#### Work request
Your answer should consist of the lines holding "linecap", copied from the material below.

#### Exercise inputs
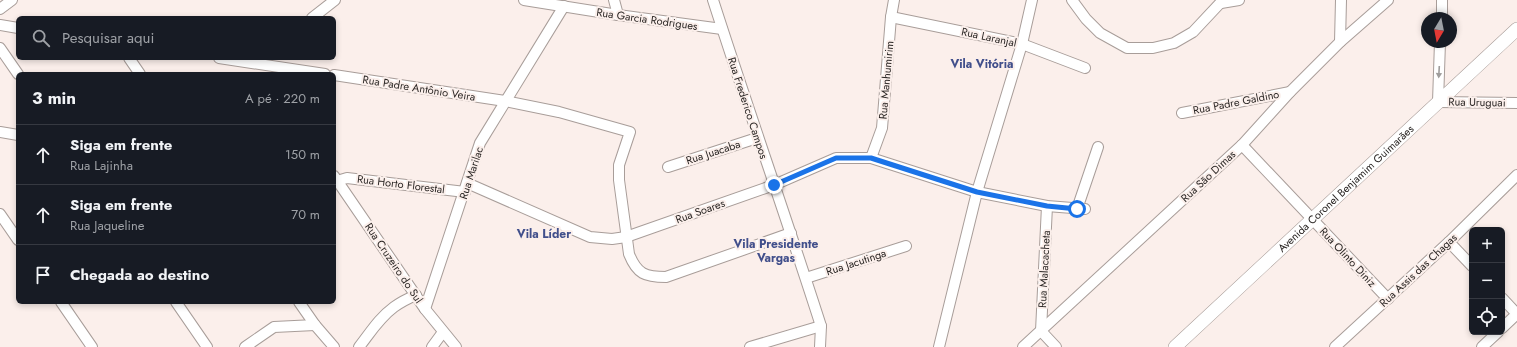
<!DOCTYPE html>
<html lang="pt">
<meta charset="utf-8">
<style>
body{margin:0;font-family:Jost,sans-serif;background:#20242c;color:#f1f3f6}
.controls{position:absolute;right:12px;bottom:12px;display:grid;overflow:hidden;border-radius:6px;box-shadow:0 2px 6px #0003}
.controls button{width:36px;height:36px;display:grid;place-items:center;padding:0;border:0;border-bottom:1px solid #363941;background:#171b24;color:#f1f3f6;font:20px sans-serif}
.compass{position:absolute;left:1421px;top:12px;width:36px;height:36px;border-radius:50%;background:#171b24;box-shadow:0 2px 6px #0003;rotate:190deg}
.stop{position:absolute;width:12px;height:12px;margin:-9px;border:3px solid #1a73e8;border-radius:50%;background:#fff}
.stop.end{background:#1a73e8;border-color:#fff;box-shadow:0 1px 4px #0008}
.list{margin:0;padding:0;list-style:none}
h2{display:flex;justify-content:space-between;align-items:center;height:52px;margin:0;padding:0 16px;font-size:17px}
h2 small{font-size:13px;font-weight:400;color:#9ea1a6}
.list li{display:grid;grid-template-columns:26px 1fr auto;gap:12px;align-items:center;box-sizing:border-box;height:60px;padding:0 16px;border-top:1px solid #363941}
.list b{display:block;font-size:15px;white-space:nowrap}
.list p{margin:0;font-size:13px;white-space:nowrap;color:#9ea1a6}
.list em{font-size:13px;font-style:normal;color:#9ea1a6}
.icon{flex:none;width:22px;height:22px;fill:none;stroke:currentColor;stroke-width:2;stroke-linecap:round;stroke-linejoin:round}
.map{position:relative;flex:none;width:1517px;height:347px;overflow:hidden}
.search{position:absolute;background:#171b24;box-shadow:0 2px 6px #0003;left:16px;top:16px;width:320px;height:44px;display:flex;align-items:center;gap:10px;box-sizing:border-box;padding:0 14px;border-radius:6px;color:#9ea1a6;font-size:15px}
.panel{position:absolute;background:#171b24;box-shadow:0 2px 6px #0003;left:16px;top:72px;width:320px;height:232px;border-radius:6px}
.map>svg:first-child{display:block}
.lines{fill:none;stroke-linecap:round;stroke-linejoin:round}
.minor-casing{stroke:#a89d99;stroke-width:12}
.tertiary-casing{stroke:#a89d99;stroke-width:14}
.minor{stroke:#fff;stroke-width:10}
.tertiary{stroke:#fff;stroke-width:13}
.oneway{fill:#9f9d9c}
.route{stroke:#1a73e8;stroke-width:5}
.labels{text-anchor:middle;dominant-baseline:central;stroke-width:4;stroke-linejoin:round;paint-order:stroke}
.street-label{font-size:11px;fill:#2a2624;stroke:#fbefeb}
.neighbourhood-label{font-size:12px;font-weight:bold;fill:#414f8b;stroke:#fbefeb}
</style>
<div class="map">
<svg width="1517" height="347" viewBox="0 0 1517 347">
<rect width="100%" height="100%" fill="#fbefeb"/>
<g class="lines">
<defs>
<g id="minor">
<path d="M524,0L618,15L722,29"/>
<path d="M614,0L618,15"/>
<path d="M713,0C748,109 786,217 821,326L820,347"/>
<path d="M1072,0L1086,19L1100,33L1127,48H1153L1174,43L1193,32L1223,0"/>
<path d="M1221,3L1239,0"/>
<path d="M0,9L12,0"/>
<path d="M891,17L1022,44L1085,68"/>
<path d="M312,18L335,0"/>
<path d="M1442,18V0"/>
<path d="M0,25L18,28"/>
<path d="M1340,42L1341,0"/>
<path d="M1440,42L1438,102L1517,103"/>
<path d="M0,48L18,74"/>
<path d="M129,58L140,74"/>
<path d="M219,58L325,74"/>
<path d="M334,75L505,101L559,112L630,132L619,165V180L629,254C637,274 645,277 666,277L791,233"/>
<path d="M1182,113L1290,92"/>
<path d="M0,132L18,135"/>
<path d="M1242,145L1388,299"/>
<path d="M871,158L882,128L891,17L894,0"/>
<path d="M668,167L757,138"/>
<path d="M334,176L425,309L456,347"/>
<path d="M337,181L347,178L465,192"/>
<path d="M467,183L590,237L612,239L626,237L774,185L836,158H871L977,192L1047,206L1085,209"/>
<path d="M1047,206L1041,331L1056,347"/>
<path d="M1077,209L1098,147"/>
<path d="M0,214L18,240"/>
<path d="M1449,242L1472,266"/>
<path d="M806,278L906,246"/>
<path d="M1502,298L1517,314"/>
<path d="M61,302L92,347"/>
<path d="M176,302L207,347"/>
<path d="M299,302L315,325L334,347"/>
<path d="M425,309L480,143L564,6"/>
<path d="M1502,328L1517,314"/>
<path d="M245,347L274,327L315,325"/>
<path d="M359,347C370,333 379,318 394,307C401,302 409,298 416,295"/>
<path d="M432,347L443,332"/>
<path d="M750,347L821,326"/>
<path d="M939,347L977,192L1022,44L1032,0"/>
<path d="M1023,347L1242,145L1290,92L1340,42L1388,0"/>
<path d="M1335,347L1449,242L1517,175"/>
<path d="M1482,347L1498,332"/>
</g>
<g id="tertiary">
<path id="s1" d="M1175,347L1517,29"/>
</g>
</defs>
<!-- minor casing -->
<use href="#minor" class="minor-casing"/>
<!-- tertiary casing -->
<use href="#tertiary" class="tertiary-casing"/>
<!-- minor -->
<use href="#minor" class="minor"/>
<!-- tertiary -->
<use href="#tertiary" class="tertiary"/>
</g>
<!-- one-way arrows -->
<defs><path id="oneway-solid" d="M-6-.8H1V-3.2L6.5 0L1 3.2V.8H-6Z"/></defs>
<use class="oneway" href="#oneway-solid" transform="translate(1439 72) rotate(93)"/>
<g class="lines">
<!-- route -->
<path class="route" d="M774,185L836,158H871L977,192L1047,206L1077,209"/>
</g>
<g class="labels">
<!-- street labels -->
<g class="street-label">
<text transform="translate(647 19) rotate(8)">Rua Garcia Rodrigues</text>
<text transform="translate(989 37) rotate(12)">Rua Laranjal</text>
<text transform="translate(886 80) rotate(-85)">Rua Manhumirim</text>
<text transform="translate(419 88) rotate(9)">Rua Padre Antônio Veira</text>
<text transform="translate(1236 102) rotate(-11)">Rua Padre Galdino</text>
<text transform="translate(1477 102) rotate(1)">Rua Uruguai</text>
<text transform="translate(748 108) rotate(72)">Rua Frederico Campos</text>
<text transform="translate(713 152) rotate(-18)">Rua Juacaba</text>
<text transform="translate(471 173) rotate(-72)">Rua Marilac</text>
<text transform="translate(1208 176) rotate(-43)">Rua São Dimas</text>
<text transform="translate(401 184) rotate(7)">Rua Horto Florestal</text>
<text stroke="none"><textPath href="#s1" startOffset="233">Avenida Coronel Benjamim Guimarães</textPath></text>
<text transform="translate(700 211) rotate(-20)">Rua Soares</text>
<text transform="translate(1348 257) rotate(47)">Rua Olinto Diniz</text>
<text transform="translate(856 262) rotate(-18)">Rua Jacutinga</text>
<text transform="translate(394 263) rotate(56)">Rua Cruzeiro do Sul</text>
<text transform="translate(1044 269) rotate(-87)">Rua Malacacheta</text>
<text transform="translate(1418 270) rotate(-43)">Rua Assis das Chagas</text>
</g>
<!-- neighbourhood labels -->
<g class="neighbourhood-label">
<text x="982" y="64">Vila Vitória</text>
<text x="544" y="234">Vila Líder</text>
<text x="776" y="244">Vila Presidente<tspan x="776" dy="14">Vargas</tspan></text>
</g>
</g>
</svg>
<div class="controls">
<button>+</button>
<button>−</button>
<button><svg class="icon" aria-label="locate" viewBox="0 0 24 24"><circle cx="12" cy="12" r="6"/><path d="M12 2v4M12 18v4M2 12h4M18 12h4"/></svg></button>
</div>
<svg class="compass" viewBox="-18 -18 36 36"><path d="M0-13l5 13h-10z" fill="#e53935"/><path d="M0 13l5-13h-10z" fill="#9ea1a6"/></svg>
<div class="stop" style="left:1077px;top:209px"></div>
<div class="stop end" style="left:774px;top:185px"></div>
<div class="search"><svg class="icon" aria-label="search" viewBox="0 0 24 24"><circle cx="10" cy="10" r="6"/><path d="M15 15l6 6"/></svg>Pesquisar aqui</div>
<section class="panel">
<h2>3 min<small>A pé · 220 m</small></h2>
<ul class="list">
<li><svg class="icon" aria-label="ahead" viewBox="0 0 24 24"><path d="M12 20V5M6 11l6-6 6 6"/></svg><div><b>Siga em frente</b><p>Rua Lajinha</p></div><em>150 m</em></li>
<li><svg class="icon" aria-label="ahead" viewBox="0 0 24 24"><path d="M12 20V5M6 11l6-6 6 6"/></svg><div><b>Siga em frente</b><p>Rua Jaqueline</p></div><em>70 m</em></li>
<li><svg class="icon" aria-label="arrive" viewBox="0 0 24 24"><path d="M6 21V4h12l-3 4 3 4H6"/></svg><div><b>Chegada ao destino</b></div></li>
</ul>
</section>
</div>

#### Answer to the exercise
.icon{flex:none;width:22px;height:22px;fill:none;stroke:currentColor;stroke-width:2;stroke-linecap:round;stroke-linejoin:round}
.lines{fill:none;stroke-linecap:round;stroke-linejoin:round}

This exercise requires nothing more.